Personally I think that any man who would judge another solely based on where that person's ancestors first came down from trees is a genuine idiot.
However, the whole conversation with the agent got me thinking about the issue of nationality versus ethnicity.
This question of nation versus tribe is one of the thorny issues that we face in Nigeria. Far too many people have failed to take the leap from identifying themselves as members of their ethnic groups to seeing themselves as Nigerians.
The common argument you hear is that Nigeria is an artificial creation and if it disintegrates tomorrow, the tribes would still be there. I think that view is a historical anachronism.
It is an over-flogged point that change is t the only constant thing in life, and that is what people still holding on to the tribal identity, have either forgotten, or are not aware of.
I want to tell you two stories...
Eight hundred and ten years ago, the people of a small village called Igodomigodo sent a message to the great city of Ife. There was a power vacuum and they needed a king to rule them. The Ooni of Ife sent back a strange message.
He sent some lice, and asked that if Igodomigodo could send back the same louse in three years, he would send them a king. One of the high chiefs, Oliha, put the lice in the hair of one of his slaves with instructions to the effect that the slave could not have a hair cut for three years.
That way, he was able to send back the (fattened) lice to Ife. The Ooni as a result sent his son, Oranmiyan to rule them. Oranmiyan never got to rule.
He left in annoyance and renamed the village Ile Ibinu which was corrupted to Benin. However, his son, Owomika grew up to become Eweka, the first Oba of Benin.
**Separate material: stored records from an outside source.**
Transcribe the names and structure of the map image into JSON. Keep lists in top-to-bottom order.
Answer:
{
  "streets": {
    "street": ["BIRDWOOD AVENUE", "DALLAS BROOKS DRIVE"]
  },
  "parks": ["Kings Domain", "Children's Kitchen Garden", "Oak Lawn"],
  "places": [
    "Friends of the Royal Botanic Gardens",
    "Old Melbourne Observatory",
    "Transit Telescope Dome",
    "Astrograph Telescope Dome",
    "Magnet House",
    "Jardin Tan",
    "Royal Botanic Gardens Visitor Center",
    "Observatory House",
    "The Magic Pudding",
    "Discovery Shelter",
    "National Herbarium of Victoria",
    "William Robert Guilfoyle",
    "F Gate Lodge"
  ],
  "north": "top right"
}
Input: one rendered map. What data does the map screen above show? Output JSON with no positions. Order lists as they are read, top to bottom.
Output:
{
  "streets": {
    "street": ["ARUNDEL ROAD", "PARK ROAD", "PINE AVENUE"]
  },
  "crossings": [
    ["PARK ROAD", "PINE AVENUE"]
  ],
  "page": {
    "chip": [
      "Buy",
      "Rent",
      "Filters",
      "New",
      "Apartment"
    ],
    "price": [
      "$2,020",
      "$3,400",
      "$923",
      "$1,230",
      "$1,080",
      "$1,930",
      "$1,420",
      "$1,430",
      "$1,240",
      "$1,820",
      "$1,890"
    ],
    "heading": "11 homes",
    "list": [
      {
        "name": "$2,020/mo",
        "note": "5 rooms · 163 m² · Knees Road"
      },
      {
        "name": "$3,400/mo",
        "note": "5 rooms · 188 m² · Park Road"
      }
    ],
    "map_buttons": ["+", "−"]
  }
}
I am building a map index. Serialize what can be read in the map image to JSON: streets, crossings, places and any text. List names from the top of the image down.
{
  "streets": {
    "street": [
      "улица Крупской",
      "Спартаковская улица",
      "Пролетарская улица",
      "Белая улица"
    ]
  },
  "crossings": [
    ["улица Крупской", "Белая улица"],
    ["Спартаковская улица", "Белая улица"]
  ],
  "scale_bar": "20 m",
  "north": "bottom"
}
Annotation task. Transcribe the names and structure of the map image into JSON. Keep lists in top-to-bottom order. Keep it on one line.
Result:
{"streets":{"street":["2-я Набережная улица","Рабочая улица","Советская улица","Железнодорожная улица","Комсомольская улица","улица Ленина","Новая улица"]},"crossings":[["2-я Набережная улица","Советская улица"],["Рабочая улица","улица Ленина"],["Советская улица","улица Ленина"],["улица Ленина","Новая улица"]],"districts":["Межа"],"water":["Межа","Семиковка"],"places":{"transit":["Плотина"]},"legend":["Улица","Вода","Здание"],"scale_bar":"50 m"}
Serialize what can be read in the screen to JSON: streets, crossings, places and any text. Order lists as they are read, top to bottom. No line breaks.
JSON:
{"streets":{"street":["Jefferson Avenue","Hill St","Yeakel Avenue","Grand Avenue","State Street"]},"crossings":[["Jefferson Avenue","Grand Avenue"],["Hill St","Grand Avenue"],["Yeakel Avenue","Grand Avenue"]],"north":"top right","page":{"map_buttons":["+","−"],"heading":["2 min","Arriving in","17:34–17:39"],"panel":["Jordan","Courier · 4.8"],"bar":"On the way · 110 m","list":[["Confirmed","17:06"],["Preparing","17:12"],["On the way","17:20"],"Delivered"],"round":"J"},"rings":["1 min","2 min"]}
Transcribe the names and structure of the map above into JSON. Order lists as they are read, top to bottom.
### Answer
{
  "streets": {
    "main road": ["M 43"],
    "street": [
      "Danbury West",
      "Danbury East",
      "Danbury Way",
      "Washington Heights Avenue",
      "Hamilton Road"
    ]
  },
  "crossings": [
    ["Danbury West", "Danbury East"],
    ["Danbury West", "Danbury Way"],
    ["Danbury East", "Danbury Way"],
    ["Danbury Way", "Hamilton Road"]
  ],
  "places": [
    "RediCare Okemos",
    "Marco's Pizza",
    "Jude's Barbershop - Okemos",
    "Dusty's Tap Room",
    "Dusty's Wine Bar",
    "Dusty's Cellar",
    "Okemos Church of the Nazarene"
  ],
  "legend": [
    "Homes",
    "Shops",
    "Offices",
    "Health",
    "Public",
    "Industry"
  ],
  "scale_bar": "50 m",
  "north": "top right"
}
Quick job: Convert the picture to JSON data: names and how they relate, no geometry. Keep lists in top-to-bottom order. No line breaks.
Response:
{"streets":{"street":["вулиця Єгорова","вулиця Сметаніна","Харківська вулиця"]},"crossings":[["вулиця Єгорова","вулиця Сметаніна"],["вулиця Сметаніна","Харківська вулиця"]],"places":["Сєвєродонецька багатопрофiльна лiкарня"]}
At the time, the people of the village still saw themselves as people of Igodomigodo. Two and a half centuries later, one of Eweka's descendants, Ewuare, began a conquest of the outlying areas.
By the time his great great grandson, Esigie was sitting on the throne in 1504, the entire region west of Benin City up to today's Port Novo, east of Benin City up to today's Ogwashi Uku, North of Benin City up to today's Okpella, and south to today's Warri were paying tribute to the Oba in Benin. The natives of that region were part of the kingdom of the Edo.
We must note that the subjects of this kingdom, especially those who were indigenous to Benin City itself and its immediate outlying towns and villages considered themselves to be Edo people. Thus an insult to one was an insult to another.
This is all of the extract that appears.